First-principles investigations on the adsorption and diffusion of carbon atoms on the surface and in the subsurface of Co (111) related to the growth of graphene

Abstract

The adsorption and diffusion of carbon atoms on the surface of a catalyst are key steps in the chemical vapor deposition of carbon nanomaterials. Using first-principles density functional theory, the adsorption and diffusion of carbon atoms on the surface and in the subsurface of Co (111) have been systematically investigated to identify the catalyzed growth of graphene on Co (111).
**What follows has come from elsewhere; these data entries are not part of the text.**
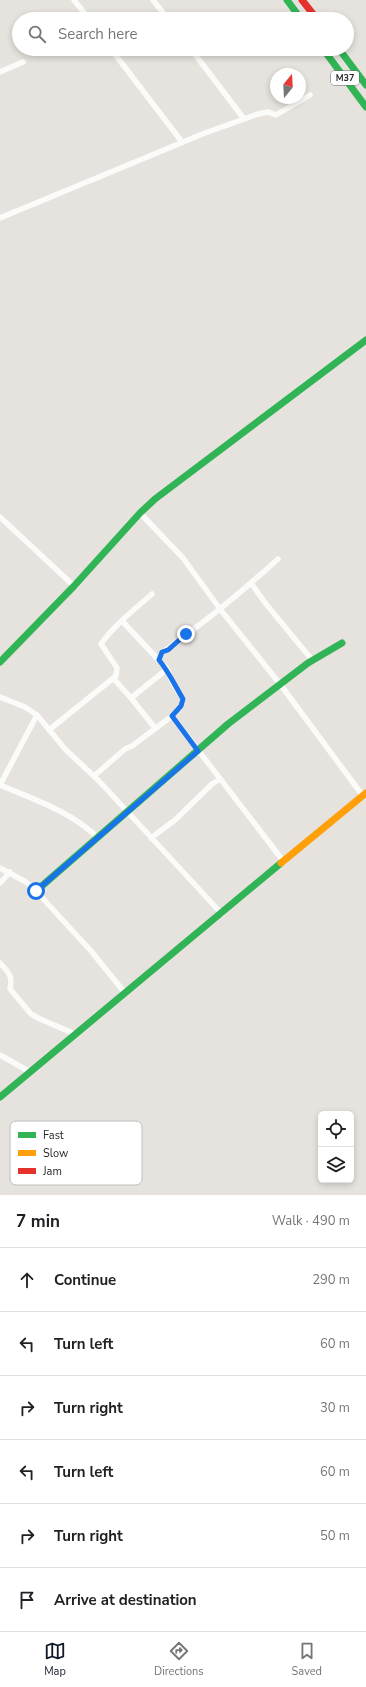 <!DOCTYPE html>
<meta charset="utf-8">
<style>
body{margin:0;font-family:"Nunito Sans",sans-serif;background:#f2f2f2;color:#202124}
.controls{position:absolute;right:12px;bottom:12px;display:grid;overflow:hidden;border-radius:6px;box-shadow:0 2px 6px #0003}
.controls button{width:36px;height:36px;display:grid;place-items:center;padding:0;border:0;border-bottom:1px solid #e0e0e0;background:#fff;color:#202124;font:20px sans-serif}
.compass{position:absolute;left:270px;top:68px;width:36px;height:36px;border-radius:50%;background:#fff;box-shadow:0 2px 6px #0003;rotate:18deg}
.stop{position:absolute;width:12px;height:12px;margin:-9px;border:3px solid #1a73e8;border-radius:50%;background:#fff}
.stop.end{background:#1a73e8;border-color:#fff;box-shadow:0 1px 4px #0008}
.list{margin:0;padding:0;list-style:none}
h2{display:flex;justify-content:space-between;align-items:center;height:52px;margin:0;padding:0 16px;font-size:17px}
h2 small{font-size:13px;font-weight:400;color:#757577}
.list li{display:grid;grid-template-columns:26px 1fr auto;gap:12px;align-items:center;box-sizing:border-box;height:64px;padding:0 16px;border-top:1px solid #e0e0e0}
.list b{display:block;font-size:15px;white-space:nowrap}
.list em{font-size:13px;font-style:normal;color:#757577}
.icon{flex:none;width:22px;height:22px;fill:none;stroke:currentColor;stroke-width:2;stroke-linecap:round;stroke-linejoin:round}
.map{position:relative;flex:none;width:366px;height:1195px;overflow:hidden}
.search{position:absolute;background:#fff;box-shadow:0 2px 6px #0003;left:12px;right:12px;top:12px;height:44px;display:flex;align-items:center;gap:10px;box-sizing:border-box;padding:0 14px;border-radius:22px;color:#757577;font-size:15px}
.sheet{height:436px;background:#fff}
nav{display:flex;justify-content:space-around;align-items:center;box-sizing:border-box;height:56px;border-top:1px solid #e0e0e0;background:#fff;font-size:11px;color:#757577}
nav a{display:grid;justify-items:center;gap:2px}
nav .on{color:#111827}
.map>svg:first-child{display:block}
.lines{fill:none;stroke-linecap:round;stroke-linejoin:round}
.street{stroke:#fbfbfa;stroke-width:5.5}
.fast{stroke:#30b455;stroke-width:7}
.slow{stroke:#ff9f0a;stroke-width:7}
.jam{stroke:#e5322d;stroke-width:7}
.route{stroke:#1a73e8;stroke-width:5}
.labels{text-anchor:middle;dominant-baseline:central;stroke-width:3;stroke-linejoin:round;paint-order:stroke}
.shield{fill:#fff;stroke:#686868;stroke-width:1}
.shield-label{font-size:9px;font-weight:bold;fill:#282828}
.key{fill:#fff;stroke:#bebebe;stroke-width:1}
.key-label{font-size:11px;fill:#282828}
</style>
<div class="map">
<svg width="366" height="1195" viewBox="0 0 366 1195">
<rect width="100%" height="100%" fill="#e6e2dd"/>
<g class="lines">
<path class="street" d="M 74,0 L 89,19
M 153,0 L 168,19
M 111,49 L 182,142
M 191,49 L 244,119
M 0,72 L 23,62
M 0,218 L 205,133 L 258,114 L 268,112 L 276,115 L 310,95
M 140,513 L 183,558 L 220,609 L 280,684 L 363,796
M 0,517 L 74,586
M 251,583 L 266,604 L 313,661
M 159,660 L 162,652 C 171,648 178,640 187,634 C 219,611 248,586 278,559
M 113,678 L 131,698 L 155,728
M 0,697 L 25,707 L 37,715 L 65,749 L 99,781 L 222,914
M 131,698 L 167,669
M 172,716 L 284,862
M 49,730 L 116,676 L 117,668 L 101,644 C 114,625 135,609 152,594
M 94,776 L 125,749 L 132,746 L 172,716 L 181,707 L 183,699 L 172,682 L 167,669 L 122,621
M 0,785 C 33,799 72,812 98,838
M 0,785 L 37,715
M 151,838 L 175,820 L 212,784 L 220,779
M 0,868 L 26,882 L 36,891 L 91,951 L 125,993
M 0,883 L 10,872
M 0,963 C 9,973 13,976 10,989 L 31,1014 L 40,1019 L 75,1034
M 0,1055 L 30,1072"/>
<path class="fast" d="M 287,0 L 301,19
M 323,49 L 366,107
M 339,49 L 366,85
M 0,662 L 74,586 L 140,513 L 155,499 L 366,340
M 36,891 L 228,724 L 308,663 L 342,643
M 0,1097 L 281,863"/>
<path class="slow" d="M 281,863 L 366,793"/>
<path class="jam" d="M 302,0 L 317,19"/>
</g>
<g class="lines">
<path class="route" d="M 36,891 L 198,751 L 172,716 L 181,706 L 183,699 C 175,686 169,672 159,660 L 162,652 L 168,650 L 186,634"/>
</g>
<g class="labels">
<rect class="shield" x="331" y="71" width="28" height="14" rx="3"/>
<g class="shield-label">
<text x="345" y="78">M37</text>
</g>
</g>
<rect x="10" y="1121" width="132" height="64" rx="6" class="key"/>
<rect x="18" y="1132" width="18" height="6" fill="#30b455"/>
<rect x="18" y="1150" width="18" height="6" fill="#ff9f0a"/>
<rect x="18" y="1168" width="18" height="6" fill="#e5322d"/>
<g class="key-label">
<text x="43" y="1139">Fast</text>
<text x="43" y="1157">Slow</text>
<text x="43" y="1175">Jam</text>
</g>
</svg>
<div class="controls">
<button><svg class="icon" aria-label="locate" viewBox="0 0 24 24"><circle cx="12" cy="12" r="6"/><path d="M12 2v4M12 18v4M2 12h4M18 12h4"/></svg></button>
<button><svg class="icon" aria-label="layers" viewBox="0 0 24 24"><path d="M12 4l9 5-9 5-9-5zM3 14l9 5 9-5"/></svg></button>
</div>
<svg class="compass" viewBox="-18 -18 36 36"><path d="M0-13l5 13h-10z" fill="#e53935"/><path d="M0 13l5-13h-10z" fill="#757577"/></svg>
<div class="stop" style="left:36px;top:891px"></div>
<div class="stop end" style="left:186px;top:634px"></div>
<div class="search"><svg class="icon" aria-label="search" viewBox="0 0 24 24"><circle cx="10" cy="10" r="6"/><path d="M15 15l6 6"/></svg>Search here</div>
</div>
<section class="sheet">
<h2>7 min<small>Walk · 490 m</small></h2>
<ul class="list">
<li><svg class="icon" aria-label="ahead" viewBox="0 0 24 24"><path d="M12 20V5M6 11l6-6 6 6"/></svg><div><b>Continue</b></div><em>290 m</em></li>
<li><svg class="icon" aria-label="left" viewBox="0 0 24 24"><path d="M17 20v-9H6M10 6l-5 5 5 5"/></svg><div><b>Turn left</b></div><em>60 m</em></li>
<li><svg class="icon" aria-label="right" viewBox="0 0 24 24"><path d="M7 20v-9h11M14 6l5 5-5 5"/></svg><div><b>Turn right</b></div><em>30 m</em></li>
<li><svg class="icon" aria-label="left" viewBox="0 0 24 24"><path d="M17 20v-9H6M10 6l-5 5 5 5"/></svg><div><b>Turn left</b></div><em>60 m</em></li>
<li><svg class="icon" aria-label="right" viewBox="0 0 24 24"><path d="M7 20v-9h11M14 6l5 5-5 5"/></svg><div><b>Turn right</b></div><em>50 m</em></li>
<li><svg class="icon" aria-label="arrive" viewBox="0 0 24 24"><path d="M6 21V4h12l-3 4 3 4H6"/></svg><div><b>Arrive at destination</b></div></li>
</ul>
</section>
<nav>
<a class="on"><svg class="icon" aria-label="map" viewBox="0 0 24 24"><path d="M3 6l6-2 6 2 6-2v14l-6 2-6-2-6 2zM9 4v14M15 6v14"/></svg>Map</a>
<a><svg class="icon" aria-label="directions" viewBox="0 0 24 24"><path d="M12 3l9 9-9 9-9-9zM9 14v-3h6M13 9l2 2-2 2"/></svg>Directions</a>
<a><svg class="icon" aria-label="saved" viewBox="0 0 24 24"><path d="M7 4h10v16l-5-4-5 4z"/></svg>Saved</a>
</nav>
In view of the maximization of the adsorption energy, the hexagonal close-packed site and the octahedral site are the most stable sites for carbon atoms on the surface and in the subsurface of Co (111), respectively. Furthermore, to reveal the rate-determining step of the growth of graphene, the energy barriers for the diffusion of carbon atoms on the surface of Co (111) and from the subsurface to the surface have been obtained. The Co (111) surface has the highest mobility for carbon atoms due to the lower diffusion energy barrier, and the vertical diffusion of carbon atoms from the subsurface to the surface is relatively difficult due to the higher diffusion energy barrier. The results may be related to the growth of graphene on Co (111) and we come to the conclusion that the direct surface growth should be the predominant way for the synthesis of graphene on Co (111).